Gen Zs — who are currently about 11 to 26 years old — were the least bothered by every measured behavior but one, leading Roeschke to conclude: “Cross your fingers for a Gen Z seatmate, as they’re less bothered by most behaviors. But if you want to switch seats, find a Gen Xer.”
The biggest gap between the generations were views toward intoxicated people, who irritated 83% of boomers but only 55% of Gen Zs, followed by visibly sick passengers, potentially highlighting the health risks that diseases like Covid-19 pose to older people.
Overhead bins can be a source of tension on flights, from what passengers place in them, to how quickly they store and retrieve their items.
Sandy Huffaker | Corbis News | Getty Images
The report surmised differences in irritability could be because Gen Zs have spent far less time on places.
But also: “Perhaps it’s [also] because their relatively limited life experience hasn’t left them bitter and cranky yet,” it said.
Or perhaps it’s because baby boomers have memories of what once was — the only generation of the four in the survey that flew during the “Golden age of travel.”
The number of reported unruly passenger incidents in the United States has rapidly dropped by more than 80% from record highs in early 2021, according to the data from the Federal Aviation Administration. That year, nearly 6,000 unruly passenger reports were lodged — mostly related to mask mandates — much higher than the 1,736 reports lodged as of Oct. 29, 2023.
In the past year, the number of reported unruly passengers incidents has been about two for every 10,000 flights, according to the FAA.

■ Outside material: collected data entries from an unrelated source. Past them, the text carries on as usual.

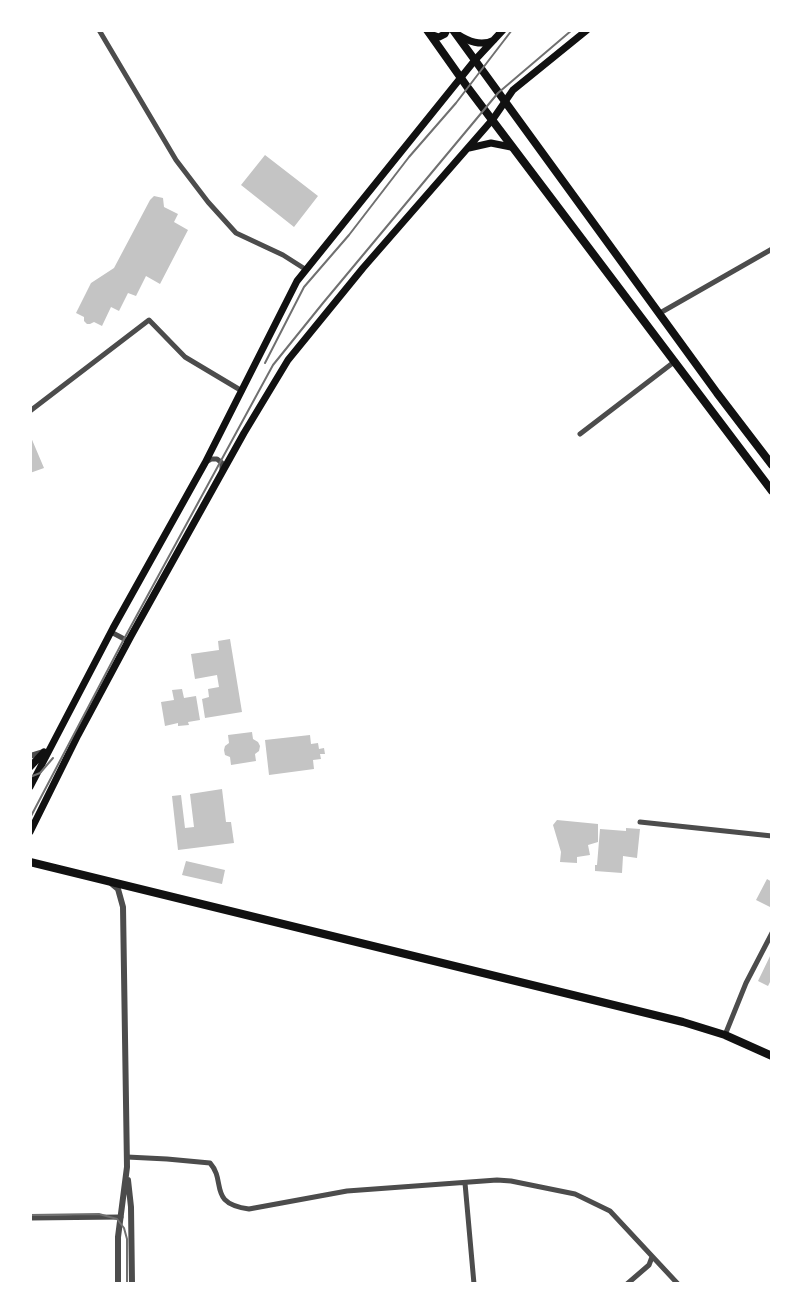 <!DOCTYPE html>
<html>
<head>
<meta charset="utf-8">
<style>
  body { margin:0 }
  #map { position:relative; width:802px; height:1314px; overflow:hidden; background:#fff; font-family:Mulish,sans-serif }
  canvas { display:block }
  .frame { position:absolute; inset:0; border:32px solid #fff; pointer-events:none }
</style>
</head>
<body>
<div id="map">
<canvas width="802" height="1314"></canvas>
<div class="frame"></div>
</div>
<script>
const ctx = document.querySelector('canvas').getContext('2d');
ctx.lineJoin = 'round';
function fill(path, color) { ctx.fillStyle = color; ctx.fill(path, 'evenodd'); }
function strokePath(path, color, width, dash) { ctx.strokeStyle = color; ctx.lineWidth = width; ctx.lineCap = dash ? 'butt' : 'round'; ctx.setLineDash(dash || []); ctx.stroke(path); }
fill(new Path2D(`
  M 265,155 L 318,196 L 294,227 L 241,185 Z
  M 154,196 L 163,198 L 164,207 L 178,214 L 174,222 L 188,230 L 160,284 L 146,276 L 136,296 L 128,293 L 119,311 L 111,307 L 102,326 L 94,322 L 90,324 L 87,324 L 84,321 L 84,317 L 76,313 L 91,283 L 114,268 L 150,200 Z
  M 30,435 L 44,468 L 30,473 Z
  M 230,639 L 242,712 L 205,718 L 202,699 L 209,697 L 208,689 L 219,687 L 217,675 L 195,679 L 191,654 L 219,650 L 218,641 Z
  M 182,689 L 184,698 L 196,696 L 200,720 L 188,722 L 189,725 L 178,726 L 178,723 L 165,726 L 161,702 L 174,700 L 172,690 Z
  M 252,732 L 253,739 L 258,742 L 260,746 L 259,751 L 255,754 L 256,761 L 231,765 L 230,757 L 225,755 L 224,750 L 225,746 L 229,743 L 228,735 Z
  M 310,735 L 311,744 L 318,743 L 319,749 L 324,748 L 325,754 L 320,754 L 321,759 L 313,760 L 314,769 L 269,775 L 265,740 Z
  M 222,789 L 226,822 L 231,822 L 234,843 L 178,850 L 172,796 L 181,795 L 185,828 L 194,827 L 190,794 Z
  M 557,820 L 598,824 L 598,842 L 588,845 L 590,855 L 577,857 L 577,863 L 560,862 L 561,852 L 553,825 Z
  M 626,828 L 640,829 L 637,858 L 623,856 L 622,873 L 595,871 L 595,865 L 597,865 L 600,829 L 626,831 Z
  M 186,861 L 225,870 L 222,884 L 182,875 Z
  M 767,879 L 772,882 L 772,908 L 756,900 Z
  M 772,952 L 772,978 L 768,986 L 758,981 Z`), '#c4c4c4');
strokePath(new Path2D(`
  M 99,30 L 176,160 L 208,202 L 236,233 L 283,255 L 305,269
  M 660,313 L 772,249
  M 30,411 L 149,320 L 185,357 L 242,391
  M 580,434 L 674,362
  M 206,462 L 211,459 L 217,459 L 222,463 L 222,471
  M 111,632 L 128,641
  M 640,822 L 772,836
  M 725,1035 L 746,983 L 772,933
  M 127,1157 L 167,1159 L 210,1163 C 227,1182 207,1203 249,1209 L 347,1191 L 497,1180 L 511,1181 L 575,1194 L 610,1211 L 678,1284
  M 465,1183 L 474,1284
  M 30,1218 L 121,1217
  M 627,1284 L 649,1265 L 652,1257`), '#4c4c4c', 5);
strokePath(new Path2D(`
  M 30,756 L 43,752
  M 112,884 L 118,889 L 123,907 L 127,1167 L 118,1237 L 118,1284
  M 128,1180 L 131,1207 L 132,1284`), '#4c4c4c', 6);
strokePath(new Path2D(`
  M 430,34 L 439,37 L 445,34 L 447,30
  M 457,34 C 468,41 481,47 494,40
  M 469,148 L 491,143 L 511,147
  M 30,767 L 44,752
  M 30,787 L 113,628 L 205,463 L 297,281 L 475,60 L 503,30
  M 30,832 L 78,735 L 131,636 L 244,433 L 288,360 L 363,268 L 493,119 L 513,90 L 587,30`), '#111', 7);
strokePath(new Path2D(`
  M 427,30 L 468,88 L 772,491
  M 453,30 L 717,393 L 772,465
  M 30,862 L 683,1022 L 725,1035 L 772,1056`), '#111', 8);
strokePath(new Path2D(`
  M 265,363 L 304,287 L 349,235 L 409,157 L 456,103 L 512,30
  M 30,777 L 40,773 L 53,758
  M 30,818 L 124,639 L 273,365 L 323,303 L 498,93 L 572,30
  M 30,1215 L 99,1214 L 117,1219 L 124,1228 L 127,1239 L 127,1284`), '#707070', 2);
</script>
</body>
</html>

However, that’s still considerably higher than before the pandemic — which saw 1,161 reports in 2019 and only 544 in 2017 — a phenomenon that is perplexing industry insiders.

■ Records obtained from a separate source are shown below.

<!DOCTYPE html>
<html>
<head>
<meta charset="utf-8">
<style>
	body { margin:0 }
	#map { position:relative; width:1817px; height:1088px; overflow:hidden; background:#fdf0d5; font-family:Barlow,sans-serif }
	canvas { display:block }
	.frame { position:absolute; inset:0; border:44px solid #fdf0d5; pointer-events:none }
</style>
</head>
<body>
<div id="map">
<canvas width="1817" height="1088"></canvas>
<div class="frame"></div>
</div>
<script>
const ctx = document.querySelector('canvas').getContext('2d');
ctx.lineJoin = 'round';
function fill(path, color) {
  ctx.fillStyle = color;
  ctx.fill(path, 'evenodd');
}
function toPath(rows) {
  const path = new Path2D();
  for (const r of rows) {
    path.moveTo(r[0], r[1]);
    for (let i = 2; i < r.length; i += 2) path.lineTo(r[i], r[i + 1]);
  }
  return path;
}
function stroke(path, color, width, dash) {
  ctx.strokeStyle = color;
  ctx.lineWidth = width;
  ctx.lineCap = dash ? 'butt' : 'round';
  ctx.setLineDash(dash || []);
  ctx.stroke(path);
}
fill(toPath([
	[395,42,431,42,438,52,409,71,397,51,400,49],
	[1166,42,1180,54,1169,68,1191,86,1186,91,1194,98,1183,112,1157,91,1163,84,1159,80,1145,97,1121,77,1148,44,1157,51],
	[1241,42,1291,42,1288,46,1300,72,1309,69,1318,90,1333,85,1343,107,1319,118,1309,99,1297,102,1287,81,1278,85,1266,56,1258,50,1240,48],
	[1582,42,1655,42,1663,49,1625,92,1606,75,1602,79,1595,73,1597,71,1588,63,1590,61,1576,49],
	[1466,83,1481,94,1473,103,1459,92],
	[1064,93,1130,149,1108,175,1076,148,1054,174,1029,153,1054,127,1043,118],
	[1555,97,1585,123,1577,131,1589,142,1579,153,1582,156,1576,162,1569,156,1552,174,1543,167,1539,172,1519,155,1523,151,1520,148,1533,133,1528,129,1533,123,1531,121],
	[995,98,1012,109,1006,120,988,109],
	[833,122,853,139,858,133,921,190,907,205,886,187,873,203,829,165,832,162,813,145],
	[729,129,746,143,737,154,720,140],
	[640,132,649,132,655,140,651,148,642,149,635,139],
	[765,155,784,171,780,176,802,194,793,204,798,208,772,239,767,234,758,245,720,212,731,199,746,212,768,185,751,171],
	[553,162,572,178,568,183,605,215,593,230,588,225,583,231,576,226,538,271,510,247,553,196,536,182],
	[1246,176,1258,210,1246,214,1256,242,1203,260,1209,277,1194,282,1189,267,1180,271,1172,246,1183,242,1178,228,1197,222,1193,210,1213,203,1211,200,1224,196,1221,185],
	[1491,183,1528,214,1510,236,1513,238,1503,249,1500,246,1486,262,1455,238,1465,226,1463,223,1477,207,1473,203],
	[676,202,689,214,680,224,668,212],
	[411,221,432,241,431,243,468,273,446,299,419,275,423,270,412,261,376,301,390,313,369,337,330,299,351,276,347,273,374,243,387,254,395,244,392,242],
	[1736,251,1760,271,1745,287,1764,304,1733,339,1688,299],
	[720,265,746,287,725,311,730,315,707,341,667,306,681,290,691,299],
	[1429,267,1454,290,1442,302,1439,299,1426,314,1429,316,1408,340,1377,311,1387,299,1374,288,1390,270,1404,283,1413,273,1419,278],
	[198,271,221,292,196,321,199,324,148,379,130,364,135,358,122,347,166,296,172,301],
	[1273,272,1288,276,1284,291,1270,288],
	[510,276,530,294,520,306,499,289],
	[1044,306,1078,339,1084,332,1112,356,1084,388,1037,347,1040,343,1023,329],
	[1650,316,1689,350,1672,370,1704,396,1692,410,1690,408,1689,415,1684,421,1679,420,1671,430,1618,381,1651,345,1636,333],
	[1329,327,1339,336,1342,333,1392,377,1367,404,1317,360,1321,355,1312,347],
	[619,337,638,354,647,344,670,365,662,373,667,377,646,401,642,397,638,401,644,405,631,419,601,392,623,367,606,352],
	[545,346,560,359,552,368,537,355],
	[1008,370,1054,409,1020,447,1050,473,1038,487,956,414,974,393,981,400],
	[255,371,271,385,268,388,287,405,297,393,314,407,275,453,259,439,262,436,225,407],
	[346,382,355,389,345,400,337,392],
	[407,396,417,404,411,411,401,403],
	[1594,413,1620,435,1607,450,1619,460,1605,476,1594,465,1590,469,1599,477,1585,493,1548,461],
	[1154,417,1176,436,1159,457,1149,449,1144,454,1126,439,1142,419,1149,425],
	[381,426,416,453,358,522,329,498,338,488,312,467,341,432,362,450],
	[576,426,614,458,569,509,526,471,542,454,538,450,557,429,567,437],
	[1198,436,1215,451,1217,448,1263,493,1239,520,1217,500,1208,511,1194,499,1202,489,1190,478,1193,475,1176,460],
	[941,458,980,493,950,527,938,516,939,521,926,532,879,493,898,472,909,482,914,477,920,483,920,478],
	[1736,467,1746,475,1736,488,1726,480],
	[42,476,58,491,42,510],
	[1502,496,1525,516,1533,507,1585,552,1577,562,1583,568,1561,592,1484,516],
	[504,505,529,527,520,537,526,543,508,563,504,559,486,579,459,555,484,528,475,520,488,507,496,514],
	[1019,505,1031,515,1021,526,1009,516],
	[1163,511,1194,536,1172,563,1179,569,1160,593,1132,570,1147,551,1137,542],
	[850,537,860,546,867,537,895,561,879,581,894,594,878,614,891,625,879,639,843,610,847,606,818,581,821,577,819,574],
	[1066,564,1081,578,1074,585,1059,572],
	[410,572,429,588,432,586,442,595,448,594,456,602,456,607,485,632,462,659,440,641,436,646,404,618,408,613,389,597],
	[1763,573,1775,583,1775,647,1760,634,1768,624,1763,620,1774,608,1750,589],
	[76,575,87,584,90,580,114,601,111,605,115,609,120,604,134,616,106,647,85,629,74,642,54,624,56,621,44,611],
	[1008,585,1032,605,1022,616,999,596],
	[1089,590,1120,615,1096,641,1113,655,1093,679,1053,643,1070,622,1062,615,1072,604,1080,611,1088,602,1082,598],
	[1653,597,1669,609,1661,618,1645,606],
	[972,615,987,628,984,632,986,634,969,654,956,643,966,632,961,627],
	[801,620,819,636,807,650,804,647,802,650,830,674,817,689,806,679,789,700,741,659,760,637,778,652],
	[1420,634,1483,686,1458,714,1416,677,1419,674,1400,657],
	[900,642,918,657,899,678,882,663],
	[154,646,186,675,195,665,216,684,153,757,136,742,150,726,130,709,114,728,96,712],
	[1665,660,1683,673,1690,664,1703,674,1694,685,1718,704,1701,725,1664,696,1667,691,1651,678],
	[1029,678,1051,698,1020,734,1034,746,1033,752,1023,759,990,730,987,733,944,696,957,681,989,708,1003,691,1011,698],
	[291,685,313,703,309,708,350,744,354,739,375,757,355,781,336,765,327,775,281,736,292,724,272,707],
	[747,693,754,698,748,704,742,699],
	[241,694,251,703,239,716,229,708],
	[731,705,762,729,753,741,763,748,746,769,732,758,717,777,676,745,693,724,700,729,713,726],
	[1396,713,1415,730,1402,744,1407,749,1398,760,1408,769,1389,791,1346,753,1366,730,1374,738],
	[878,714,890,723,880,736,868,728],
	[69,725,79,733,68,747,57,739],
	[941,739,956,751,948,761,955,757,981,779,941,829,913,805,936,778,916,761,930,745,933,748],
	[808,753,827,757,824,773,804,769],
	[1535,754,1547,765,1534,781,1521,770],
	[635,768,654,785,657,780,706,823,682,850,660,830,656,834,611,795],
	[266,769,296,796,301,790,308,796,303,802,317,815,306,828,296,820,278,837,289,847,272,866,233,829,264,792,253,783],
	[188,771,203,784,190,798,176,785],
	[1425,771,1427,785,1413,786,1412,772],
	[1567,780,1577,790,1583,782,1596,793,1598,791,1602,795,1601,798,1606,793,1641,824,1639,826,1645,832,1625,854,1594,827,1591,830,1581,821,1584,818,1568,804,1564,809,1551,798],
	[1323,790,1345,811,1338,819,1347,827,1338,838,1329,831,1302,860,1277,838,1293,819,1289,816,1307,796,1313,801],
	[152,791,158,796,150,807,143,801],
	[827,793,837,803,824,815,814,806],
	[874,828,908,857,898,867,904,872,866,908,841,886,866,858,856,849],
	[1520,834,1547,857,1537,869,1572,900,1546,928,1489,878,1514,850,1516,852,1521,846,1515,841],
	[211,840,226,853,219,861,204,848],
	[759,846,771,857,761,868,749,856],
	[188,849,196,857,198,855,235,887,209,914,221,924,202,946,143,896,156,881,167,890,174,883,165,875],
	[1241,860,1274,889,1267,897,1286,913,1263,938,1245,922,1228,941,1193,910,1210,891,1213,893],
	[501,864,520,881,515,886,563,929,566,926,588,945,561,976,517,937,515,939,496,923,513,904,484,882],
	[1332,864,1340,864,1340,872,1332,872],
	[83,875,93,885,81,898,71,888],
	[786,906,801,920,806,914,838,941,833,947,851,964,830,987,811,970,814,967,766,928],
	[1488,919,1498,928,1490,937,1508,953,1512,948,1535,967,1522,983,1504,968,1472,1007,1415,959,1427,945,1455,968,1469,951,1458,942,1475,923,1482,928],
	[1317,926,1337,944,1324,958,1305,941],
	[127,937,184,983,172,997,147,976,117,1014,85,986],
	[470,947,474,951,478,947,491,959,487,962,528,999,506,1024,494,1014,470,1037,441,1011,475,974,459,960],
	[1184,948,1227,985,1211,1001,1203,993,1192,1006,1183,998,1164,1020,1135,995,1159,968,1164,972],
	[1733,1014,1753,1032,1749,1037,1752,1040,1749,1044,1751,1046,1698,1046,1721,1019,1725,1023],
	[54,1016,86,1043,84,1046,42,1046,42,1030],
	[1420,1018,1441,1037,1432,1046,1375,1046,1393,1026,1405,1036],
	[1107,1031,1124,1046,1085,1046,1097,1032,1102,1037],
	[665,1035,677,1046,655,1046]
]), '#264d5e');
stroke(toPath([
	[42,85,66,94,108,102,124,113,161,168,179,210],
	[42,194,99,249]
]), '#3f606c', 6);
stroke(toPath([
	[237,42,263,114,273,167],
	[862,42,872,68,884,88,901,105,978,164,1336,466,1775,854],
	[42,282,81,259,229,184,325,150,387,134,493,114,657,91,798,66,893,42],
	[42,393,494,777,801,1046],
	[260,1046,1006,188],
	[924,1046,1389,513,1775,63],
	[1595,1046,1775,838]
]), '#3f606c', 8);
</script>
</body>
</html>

Yet, this data doesn’t reflect the in-flight incidents that don’t reach the level of a “report.”
“The public does not hear about the 99% of would-be incidents that are resolved by flight attendants without event,” Association of Flight Attendants President Sara Nelson told NBC News via email. “We deescalate conflict as aviation’s first responders on nearly every flight.”
Data from the International Air Transport Association shows unruly incidents are rising, rather than retreating. An IATA report published in June estimated one unruly incident for every 568 flights in 2022, up from one in every 835 flights in 2021.
Incidents commonly involve non-compliance, verbal abuse and intoxication, with the most common forms of non-compliance involving smoking or vaping onboard, seatbelt issues and exceeding carry-on baggage allowances, according to IATA’s report.
Physical violence — occurring once every 17,200 flights — is also rising, according to the IATA.